Applying these equitable considerations, the Court finds
that Defendants are entitled to reasonable fees and costs incurred for the
common benefit in the amount of $202,899.10.
CONCLUSION:
Accordingly, Defendants’ Motion for Attorney’s Fees is
GRANTED IN PART as described herein. Defendants are awarded attorney’s fees in
the amount of $202,899.10.
Moving Parties to give notice.
IT IS SO ORDERED.
Dated: January 25,
2023 ___________________________________
Theresa
M. Traber
Judge
of the Superior Court
Any party may submit on the
tentative ruling by contacting the courtroom via email at Smcdept47@lacourt.org by no later than 4:00 p.m. the day
before the hearing. All interested parties must be copied on the email. It
should be noted that if you submit on a tentative ruling the court will still
conduct a hearing if any party appears.
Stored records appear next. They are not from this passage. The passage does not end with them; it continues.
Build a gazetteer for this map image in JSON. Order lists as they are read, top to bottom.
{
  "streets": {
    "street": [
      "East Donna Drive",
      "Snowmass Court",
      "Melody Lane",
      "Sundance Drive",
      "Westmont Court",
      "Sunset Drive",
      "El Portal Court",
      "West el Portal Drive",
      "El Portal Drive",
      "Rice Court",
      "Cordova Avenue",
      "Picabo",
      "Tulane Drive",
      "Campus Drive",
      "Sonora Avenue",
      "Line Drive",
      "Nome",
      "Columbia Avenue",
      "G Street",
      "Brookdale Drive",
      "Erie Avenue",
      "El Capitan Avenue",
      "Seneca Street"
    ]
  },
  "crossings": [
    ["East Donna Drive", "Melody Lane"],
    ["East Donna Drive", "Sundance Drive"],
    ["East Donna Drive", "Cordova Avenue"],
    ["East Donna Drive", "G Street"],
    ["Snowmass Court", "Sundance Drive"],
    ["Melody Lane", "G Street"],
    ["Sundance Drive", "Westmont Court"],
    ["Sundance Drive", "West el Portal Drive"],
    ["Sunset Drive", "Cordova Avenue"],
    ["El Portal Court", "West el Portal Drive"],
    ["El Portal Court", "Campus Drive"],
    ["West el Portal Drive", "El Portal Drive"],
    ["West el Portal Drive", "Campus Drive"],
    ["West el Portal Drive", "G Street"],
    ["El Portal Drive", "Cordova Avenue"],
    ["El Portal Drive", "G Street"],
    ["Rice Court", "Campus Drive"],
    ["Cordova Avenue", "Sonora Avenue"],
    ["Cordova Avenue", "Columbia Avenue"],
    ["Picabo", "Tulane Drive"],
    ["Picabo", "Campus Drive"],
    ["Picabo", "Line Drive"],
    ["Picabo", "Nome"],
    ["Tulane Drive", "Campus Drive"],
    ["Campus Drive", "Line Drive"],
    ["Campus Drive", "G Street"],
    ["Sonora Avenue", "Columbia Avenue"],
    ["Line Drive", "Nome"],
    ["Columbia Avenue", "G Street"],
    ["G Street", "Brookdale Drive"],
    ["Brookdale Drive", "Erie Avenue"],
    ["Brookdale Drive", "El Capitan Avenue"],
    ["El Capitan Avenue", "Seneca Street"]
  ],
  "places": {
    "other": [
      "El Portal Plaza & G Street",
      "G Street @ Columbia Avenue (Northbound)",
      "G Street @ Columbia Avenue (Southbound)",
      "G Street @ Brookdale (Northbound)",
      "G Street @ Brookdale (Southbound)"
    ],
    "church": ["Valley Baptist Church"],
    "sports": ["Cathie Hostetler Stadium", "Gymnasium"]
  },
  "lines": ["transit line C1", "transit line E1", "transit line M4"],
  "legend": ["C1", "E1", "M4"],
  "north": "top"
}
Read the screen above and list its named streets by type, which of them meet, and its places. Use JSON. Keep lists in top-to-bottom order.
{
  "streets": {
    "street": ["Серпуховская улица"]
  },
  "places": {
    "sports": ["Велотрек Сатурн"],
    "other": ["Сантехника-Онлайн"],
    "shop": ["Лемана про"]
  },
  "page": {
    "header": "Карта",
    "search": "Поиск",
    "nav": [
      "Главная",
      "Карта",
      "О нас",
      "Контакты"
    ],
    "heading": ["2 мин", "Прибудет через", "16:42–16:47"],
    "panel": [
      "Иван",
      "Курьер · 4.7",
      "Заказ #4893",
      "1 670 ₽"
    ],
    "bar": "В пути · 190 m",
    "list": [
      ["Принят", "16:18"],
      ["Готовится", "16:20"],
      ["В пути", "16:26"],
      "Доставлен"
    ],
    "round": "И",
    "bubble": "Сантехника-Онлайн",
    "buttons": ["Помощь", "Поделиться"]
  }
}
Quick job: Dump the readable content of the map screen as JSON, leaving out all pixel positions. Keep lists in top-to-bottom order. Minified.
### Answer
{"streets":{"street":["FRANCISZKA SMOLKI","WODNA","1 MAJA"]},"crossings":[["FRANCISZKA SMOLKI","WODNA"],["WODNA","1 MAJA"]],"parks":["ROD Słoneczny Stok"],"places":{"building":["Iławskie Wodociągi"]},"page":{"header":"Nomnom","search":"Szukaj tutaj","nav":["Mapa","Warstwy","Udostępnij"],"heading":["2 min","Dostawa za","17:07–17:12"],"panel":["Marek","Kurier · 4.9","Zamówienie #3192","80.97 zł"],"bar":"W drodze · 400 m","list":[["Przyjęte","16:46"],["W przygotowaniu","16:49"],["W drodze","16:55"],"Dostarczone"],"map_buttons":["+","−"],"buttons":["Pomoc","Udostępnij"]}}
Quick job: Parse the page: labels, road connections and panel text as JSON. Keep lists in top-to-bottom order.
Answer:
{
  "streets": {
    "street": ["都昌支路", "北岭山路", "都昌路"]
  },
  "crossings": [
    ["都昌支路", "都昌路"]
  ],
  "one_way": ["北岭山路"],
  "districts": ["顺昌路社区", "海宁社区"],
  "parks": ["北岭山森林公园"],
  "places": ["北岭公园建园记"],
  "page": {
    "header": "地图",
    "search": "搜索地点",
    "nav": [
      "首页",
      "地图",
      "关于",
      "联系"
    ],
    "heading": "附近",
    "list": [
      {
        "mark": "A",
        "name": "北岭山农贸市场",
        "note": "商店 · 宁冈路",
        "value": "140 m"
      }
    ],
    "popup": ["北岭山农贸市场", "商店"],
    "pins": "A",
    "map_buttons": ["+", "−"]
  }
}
By submitting on the tentative you
have, in essence, waived your right to be present at the hearing, and you
should be aware that the court may not adopt the tentative, and may issue an
order which modifies the tentative ruling in whole or in part.
[1] Most of
the parties are brothers with the same or nearly identical last names. for
clarity, the Court refers to each brother by his first name but means no
disrespect to the parties in doing so.
[2] Where a
party's name has been misspelled in an original pleading, the Court has simply
corrected the spelling without restating the original misspelling to denote the
name under which the party was erroneously sued.